── Records for processing

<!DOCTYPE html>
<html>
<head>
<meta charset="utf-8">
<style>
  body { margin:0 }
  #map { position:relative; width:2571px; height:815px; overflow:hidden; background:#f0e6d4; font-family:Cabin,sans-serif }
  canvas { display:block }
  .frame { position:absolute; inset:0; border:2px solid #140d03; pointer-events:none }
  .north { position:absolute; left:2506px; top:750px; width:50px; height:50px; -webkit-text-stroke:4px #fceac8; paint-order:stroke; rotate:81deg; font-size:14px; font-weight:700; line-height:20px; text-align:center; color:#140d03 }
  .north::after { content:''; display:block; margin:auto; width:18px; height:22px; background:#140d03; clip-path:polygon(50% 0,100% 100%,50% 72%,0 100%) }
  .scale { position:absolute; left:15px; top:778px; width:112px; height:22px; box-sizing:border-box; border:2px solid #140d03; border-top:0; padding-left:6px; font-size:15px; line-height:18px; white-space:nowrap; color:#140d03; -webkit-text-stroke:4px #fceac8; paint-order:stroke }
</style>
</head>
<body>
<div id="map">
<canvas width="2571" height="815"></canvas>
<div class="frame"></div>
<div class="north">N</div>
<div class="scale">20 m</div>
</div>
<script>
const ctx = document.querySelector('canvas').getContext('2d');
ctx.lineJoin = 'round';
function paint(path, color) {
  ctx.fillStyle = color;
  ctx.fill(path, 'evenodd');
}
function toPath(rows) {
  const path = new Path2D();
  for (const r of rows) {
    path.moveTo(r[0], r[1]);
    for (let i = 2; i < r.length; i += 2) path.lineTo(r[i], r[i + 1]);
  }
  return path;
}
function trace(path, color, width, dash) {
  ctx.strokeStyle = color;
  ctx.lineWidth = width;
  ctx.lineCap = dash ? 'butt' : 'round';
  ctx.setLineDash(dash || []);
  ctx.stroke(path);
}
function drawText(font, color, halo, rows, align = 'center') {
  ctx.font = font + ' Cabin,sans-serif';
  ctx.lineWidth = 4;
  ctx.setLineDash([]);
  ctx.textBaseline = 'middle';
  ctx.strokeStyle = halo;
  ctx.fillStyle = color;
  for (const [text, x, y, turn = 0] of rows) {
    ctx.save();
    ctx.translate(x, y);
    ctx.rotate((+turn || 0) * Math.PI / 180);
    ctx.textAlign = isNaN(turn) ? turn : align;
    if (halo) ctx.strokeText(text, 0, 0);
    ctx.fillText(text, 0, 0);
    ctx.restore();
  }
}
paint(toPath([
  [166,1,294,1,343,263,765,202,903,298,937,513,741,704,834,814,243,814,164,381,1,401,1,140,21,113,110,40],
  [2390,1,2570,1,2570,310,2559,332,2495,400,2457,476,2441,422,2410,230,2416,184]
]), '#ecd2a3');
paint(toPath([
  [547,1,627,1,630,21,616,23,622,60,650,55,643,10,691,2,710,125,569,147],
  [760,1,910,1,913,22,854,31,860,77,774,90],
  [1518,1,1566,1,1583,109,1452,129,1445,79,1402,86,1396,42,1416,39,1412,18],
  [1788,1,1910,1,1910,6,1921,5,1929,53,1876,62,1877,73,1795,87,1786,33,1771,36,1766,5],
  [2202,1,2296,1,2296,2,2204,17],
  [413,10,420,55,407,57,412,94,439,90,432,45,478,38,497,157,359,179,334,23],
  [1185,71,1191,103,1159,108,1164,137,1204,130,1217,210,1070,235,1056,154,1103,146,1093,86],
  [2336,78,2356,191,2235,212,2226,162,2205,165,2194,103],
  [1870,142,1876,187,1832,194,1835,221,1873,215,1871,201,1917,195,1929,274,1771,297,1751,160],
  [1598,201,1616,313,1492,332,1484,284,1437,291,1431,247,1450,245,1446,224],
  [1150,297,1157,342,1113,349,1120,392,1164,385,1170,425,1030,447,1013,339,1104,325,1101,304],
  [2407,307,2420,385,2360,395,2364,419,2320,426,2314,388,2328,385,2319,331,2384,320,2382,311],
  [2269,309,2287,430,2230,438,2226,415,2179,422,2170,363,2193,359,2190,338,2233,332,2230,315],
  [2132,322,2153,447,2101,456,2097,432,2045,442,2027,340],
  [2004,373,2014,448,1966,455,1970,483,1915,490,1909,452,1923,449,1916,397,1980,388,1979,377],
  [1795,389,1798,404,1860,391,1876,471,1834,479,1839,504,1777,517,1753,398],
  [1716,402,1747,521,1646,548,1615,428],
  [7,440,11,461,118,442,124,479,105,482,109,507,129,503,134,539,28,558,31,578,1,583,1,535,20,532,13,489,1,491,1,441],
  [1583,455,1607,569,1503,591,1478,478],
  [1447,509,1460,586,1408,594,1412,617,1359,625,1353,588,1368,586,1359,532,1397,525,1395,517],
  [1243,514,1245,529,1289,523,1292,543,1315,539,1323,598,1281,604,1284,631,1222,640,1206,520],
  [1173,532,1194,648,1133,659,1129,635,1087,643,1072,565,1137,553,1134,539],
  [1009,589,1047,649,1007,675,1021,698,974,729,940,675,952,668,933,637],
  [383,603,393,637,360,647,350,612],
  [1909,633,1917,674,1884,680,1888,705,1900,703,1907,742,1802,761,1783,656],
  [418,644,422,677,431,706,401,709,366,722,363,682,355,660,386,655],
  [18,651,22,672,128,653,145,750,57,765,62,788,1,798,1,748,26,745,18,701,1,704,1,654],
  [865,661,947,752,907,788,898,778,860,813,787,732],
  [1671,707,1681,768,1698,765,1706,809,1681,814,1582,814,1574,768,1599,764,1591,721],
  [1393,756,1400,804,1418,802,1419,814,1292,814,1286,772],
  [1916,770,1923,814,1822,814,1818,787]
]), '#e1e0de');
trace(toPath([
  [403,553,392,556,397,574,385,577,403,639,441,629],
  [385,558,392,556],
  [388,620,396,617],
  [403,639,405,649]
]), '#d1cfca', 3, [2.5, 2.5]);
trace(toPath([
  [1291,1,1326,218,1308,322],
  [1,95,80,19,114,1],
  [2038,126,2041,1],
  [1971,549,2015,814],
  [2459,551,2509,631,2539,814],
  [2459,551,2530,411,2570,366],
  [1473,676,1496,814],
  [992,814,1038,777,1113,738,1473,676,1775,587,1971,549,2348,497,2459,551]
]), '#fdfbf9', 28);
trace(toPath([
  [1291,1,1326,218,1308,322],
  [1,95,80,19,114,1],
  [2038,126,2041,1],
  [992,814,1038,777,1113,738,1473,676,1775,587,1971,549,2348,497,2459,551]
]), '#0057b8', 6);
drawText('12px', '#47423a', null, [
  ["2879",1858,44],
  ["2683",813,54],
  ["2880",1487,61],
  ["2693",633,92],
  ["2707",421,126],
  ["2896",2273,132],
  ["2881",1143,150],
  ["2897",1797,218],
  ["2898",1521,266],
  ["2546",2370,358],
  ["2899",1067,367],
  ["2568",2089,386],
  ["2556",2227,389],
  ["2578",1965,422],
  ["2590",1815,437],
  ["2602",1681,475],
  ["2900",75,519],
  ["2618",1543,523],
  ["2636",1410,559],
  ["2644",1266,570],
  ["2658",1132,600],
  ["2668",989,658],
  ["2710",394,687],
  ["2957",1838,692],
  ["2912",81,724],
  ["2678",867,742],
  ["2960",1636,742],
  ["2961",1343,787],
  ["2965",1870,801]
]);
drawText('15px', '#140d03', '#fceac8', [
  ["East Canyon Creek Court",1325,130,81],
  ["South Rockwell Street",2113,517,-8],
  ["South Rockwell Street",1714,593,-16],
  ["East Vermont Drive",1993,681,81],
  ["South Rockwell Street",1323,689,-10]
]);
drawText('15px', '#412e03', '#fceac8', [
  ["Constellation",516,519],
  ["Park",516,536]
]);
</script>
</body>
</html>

────

Activity:
Each line from the top of the entries above through the line containing "function drawText(font, color, halo, rows, align" must be transcribed exactly, and no other line may appear.

Exercise result:
<!DOCTYPE html>
<html>
<head>
<meta charset="utf-8">
<style>
  body { margin:0 }
  #map { position:relative; width:2571px; height:815px; overflow:hidden; background:#f0e6d4; font-family:Cabin,sans-serif }
  canvas { display:block }
  .frame { position:absolute; inset:0; border:2px solid #140d03; pointer-events:none }
  .north { position:absolute; left:2506px; top:750px; width:50px; height:50px; -webkit-text-stroke:4px #fceac8; paint-order:stroke; rotate:81deg; font-size:14px; font-weight:700; line-height:20px; text-align:center; color:#140d03 }
  .north::after { content:''; display:block; margin:auto; width:18px; height:22px; background:#140d03; clip-path:polygon(50% 0,100% 100%,50% 72%,0 100%) }
  .scale { position:absolute; left:15px; top:778px; width:112px; height:22px; box-sizing:border-box; border:2px solid #140d03; border-top:0; padding-left:6px; font-size:15px; line-height:18px; white-space:nowrap; color:#140d03; -webkit-text-stroke:4px #fceac8; paint-order:stroke }
</style>
</head>
<body>
<div id="map">
<canvas width="2571" height="815"></canvas>
<div class="frame"></div>
<div class="north">N</div>
<div class="scale">20 m</div>
</div>
<script>
const ctx = document.querySelector('canvas').getContext('2d');
ctx.lineJoin = 'round';
function paint(path, color) {
  ctx.fillStyle = color;
  ctx.fill(path, 'evenodd');
}
function toPath(rows) {
  const path = new Path2D();
  for (const r of rows) {
    path.moveTo(r[0], r[1]);
    for (let i = 2; i < r.length; i += 2) path.lineTo(r[i], r[i + 1]);
  }
  return path;
}
function trace(path, color, width, dash) {
  ctx.strokeStyle = color;
  ctx.lineWidth = width;
  ctx.lineCap = dash ? 'butt' : 'round';
  ctx.setLineDash(dash || []);
  ctx.stroke(path);
}
function drawText(font, color, halo, rows, align = 'center') {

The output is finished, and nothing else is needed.